Exercise instructions: Look through the lines below and copy each one that includes "built".

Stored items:
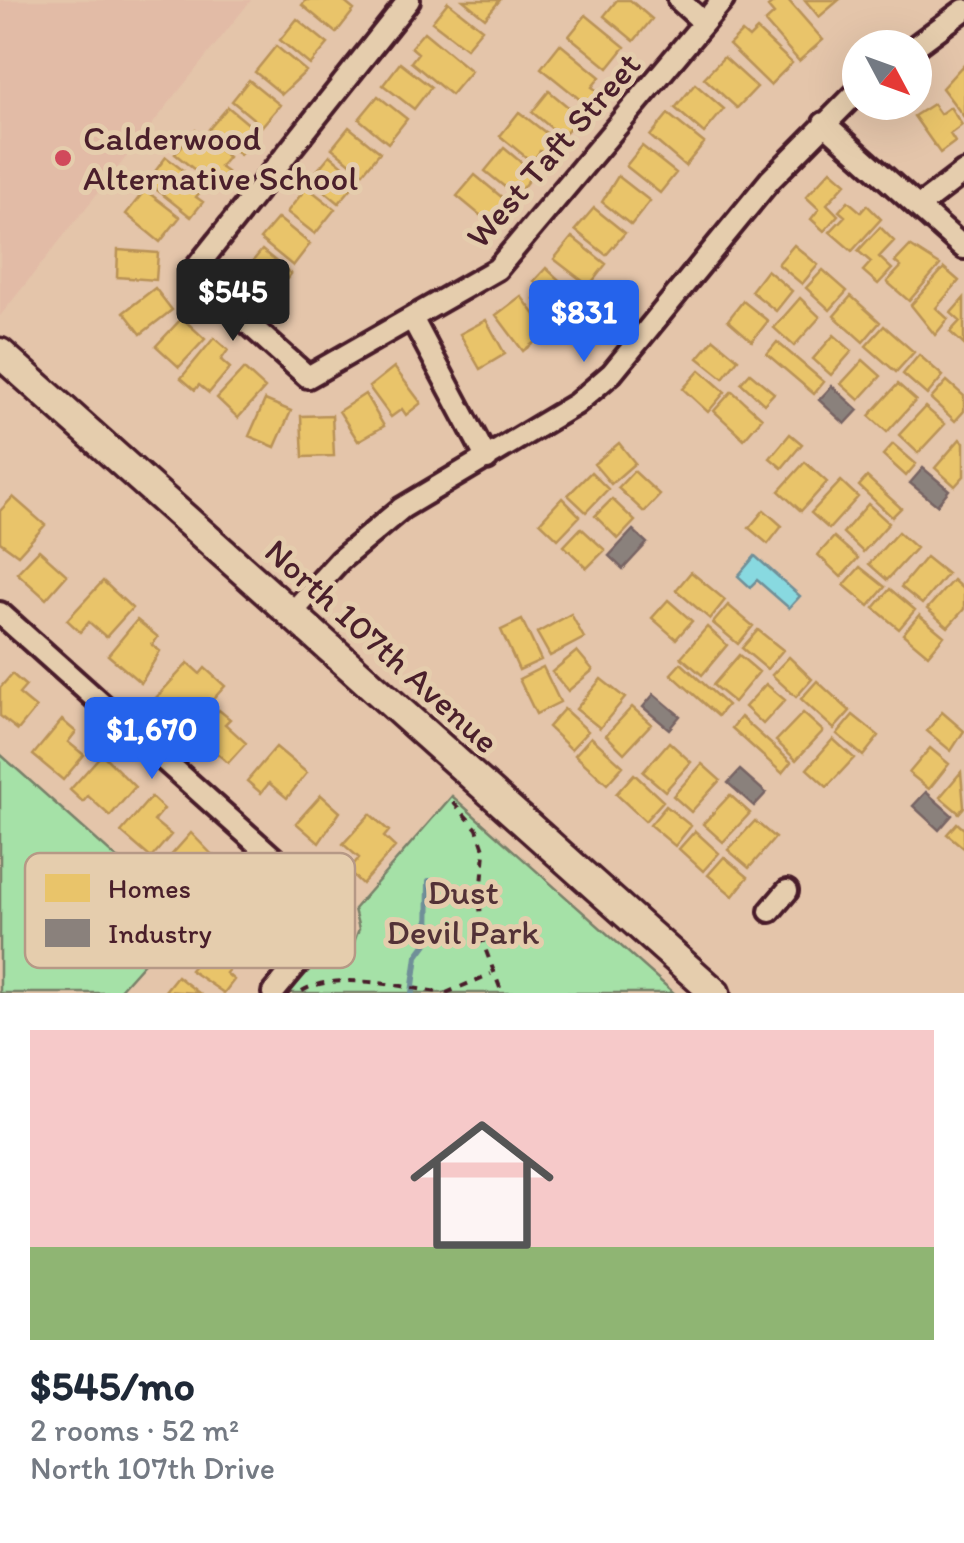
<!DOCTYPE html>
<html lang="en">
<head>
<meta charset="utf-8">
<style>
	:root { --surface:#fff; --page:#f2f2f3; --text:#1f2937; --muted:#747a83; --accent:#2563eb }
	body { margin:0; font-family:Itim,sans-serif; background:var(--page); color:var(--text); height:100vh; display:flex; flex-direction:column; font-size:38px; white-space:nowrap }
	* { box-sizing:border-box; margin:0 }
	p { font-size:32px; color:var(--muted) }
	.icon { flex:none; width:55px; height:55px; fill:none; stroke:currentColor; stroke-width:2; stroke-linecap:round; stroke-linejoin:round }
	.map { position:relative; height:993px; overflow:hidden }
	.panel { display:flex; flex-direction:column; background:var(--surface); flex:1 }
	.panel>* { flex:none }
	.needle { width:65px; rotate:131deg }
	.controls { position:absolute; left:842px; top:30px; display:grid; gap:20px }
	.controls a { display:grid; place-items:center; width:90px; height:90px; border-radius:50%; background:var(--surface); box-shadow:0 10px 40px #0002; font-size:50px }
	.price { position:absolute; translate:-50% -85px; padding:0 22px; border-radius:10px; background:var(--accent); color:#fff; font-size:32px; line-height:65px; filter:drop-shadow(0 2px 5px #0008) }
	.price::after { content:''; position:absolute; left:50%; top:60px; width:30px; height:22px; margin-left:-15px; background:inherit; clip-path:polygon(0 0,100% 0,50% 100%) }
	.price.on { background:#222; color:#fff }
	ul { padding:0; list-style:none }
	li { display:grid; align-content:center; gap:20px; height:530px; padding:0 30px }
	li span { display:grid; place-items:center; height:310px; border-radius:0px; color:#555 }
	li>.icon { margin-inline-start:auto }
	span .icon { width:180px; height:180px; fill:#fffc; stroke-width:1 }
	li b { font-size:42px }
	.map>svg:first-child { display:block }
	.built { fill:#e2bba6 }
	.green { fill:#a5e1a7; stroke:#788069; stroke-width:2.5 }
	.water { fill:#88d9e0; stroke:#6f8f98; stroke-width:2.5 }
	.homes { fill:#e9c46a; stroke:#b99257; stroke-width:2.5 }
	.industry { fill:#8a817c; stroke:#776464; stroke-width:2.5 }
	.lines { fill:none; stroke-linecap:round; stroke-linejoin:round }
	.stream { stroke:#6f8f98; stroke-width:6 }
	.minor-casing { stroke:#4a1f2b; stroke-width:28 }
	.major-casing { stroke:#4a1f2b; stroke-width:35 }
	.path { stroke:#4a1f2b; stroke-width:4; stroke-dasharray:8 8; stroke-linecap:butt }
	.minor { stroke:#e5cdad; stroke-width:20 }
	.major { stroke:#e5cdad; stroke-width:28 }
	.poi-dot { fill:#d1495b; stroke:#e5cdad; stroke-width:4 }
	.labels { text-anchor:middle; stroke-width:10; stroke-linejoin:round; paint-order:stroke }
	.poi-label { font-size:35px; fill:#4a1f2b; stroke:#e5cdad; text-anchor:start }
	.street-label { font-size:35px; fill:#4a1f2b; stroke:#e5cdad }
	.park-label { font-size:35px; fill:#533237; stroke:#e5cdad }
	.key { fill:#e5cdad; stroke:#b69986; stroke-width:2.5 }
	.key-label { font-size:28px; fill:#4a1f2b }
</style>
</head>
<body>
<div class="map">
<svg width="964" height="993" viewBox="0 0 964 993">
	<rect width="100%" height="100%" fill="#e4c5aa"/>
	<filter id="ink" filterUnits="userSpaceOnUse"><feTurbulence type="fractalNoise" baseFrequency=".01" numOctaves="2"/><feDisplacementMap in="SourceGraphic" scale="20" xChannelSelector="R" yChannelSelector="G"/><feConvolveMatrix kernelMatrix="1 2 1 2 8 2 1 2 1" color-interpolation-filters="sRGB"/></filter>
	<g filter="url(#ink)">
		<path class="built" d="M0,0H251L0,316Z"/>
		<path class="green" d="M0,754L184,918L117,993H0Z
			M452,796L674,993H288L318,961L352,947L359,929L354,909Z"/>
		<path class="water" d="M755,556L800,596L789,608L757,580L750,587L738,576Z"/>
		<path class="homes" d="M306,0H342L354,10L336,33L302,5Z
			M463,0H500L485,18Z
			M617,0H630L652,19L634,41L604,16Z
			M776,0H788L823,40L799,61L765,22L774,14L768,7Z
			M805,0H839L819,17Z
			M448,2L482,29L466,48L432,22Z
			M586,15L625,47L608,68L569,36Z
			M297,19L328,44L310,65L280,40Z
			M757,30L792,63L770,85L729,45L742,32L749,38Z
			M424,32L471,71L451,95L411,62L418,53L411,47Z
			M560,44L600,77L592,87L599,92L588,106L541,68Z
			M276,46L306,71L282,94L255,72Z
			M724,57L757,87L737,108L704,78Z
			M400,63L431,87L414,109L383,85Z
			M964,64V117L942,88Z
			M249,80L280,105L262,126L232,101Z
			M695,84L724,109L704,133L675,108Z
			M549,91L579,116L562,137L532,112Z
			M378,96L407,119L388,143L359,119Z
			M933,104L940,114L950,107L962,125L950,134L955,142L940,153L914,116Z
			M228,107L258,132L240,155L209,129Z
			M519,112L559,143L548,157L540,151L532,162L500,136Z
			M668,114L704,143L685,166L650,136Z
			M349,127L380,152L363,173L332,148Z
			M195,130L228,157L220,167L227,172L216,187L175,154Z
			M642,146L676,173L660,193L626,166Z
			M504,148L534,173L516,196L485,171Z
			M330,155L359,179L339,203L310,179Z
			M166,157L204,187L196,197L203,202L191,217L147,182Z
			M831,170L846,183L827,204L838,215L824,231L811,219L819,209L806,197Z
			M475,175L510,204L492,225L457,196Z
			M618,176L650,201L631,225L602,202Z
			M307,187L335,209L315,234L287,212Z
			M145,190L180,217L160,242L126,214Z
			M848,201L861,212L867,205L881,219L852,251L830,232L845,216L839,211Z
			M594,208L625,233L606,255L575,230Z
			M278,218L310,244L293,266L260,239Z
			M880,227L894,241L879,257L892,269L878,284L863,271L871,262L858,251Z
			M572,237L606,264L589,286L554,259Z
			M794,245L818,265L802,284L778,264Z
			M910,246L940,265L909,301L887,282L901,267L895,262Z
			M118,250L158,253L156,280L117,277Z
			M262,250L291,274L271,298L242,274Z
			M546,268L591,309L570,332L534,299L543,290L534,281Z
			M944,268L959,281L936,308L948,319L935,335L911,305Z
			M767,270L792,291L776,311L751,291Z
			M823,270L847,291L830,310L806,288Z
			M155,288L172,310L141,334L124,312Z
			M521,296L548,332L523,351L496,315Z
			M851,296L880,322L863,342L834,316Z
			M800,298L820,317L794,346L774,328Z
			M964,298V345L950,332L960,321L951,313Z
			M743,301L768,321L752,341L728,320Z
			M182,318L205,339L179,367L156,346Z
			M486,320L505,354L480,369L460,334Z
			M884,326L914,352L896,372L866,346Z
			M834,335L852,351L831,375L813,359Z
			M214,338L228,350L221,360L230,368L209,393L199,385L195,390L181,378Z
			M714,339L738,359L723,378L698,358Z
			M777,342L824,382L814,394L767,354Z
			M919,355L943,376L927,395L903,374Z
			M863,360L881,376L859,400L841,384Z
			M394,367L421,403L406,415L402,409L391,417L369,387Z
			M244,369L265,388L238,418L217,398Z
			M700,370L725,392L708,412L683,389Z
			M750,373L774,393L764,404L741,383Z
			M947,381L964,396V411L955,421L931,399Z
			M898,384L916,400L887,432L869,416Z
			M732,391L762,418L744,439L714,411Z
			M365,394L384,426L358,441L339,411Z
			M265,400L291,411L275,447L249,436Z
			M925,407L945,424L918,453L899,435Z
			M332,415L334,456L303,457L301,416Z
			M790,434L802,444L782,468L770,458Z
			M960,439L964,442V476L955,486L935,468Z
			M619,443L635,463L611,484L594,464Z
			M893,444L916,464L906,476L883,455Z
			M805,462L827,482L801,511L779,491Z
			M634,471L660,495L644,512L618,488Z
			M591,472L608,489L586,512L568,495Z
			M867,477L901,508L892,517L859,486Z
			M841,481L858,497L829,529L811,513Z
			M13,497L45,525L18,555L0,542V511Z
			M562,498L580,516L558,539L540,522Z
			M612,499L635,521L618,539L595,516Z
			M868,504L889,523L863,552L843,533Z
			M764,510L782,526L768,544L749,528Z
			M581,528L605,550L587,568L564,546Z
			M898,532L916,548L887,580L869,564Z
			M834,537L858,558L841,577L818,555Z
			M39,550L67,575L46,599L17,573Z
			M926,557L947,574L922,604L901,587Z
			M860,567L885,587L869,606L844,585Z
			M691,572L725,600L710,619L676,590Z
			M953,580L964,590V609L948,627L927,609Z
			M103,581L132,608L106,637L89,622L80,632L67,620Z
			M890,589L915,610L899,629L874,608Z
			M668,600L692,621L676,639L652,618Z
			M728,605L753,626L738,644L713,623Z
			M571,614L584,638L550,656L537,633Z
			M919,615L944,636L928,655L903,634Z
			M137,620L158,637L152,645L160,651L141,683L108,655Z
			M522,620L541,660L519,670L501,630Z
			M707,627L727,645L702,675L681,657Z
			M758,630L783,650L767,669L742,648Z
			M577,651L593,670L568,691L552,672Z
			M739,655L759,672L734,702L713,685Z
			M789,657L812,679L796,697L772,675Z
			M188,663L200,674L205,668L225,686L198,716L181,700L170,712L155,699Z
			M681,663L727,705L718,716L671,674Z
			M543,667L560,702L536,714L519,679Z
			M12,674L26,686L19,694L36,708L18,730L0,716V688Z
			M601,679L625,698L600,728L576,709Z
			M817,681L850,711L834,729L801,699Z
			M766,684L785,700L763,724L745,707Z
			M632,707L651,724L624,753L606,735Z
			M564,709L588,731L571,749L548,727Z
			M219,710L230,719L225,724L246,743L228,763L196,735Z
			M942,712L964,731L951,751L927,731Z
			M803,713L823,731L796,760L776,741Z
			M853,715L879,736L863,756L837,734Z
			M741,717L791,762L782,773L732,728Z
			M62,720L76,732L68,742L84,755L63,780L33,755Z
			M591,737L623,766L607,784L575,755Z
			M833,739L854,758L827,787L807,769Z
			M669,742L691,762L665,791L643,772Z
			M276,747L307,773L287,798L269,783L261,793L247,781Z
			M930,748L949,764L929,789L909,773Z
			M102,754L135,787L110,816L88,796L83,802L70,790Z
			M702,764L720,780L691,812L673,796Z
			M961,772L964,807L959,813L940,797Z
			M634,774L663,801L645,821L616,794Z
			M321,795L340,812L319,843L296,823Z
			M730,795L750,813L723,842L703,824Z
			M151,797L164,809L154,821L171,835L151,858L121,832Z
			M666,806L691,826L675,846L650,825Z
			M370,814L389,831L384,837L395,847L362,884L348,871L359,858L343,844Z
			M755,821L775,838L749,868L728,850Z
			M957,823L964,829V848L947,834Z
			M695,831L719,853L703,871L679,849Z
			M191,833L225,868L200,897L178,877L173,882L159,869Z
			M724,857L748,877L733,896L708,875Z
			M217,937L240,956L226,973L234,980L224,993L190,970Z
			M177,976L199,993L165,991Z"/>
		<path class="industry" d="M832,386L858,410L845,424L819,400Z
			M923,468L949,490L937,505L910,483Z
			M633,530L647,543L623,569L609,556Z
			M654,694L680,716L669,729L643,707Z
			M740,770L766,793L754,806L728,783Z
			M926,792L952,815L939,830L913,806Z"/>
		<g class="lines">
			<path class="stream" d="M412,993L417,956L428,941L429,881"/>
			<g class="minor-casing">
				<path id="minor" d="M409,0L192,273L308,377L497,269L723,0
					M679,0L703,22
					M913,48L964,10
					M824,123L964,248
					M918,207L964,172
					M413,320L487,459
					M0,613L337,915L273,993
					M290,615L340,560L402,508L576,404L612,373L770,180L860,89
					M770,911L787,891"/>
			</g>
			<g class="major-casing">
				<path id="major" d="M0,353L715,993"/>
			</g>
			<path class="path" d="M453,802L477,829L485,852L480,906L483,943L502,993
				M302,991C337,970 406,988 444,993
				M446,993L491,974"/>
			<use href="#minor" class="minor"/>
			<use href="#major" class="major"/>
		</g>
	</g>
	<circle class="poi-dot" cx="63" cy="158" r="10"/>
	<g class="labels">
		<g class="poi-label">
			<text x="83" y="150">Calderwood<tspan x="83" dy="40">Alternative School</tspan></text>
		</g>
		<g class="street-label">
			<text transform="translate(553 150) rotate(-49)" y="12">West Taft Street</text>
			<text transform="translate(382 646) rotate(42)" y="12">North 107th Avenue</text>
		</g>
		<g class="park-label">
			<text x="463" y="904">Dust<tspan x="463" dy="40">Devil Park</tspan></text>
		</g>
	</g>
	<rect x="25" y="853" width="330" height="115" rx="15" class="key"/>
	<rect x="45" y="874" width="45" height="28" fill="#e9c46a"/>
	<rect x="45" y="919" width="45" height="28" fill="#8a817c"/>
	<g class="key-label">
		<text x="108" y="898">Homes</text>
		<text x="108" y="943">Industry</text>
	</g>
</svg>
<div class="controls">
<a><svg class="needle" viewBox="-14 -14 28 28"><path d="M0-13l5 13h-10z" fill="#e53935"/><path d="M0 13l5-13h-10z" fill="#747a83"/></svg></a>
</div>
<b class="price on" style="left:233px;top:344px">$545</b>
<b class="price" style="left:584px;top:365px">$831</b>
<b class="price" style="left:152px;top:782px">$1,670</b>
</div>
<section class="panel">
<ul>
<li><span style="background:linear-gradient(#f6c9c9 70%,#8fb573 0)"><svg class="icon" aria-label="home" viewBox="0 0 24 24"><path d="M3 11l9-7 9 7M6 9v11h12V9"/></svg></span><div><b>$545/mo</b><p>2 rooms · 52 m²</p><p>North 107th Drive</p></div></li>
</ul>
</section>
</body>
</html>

Answer to this problem:
	.built { fill:#e2bba6 }
		<path class="built" d="M0,0H251L0,316Z"/>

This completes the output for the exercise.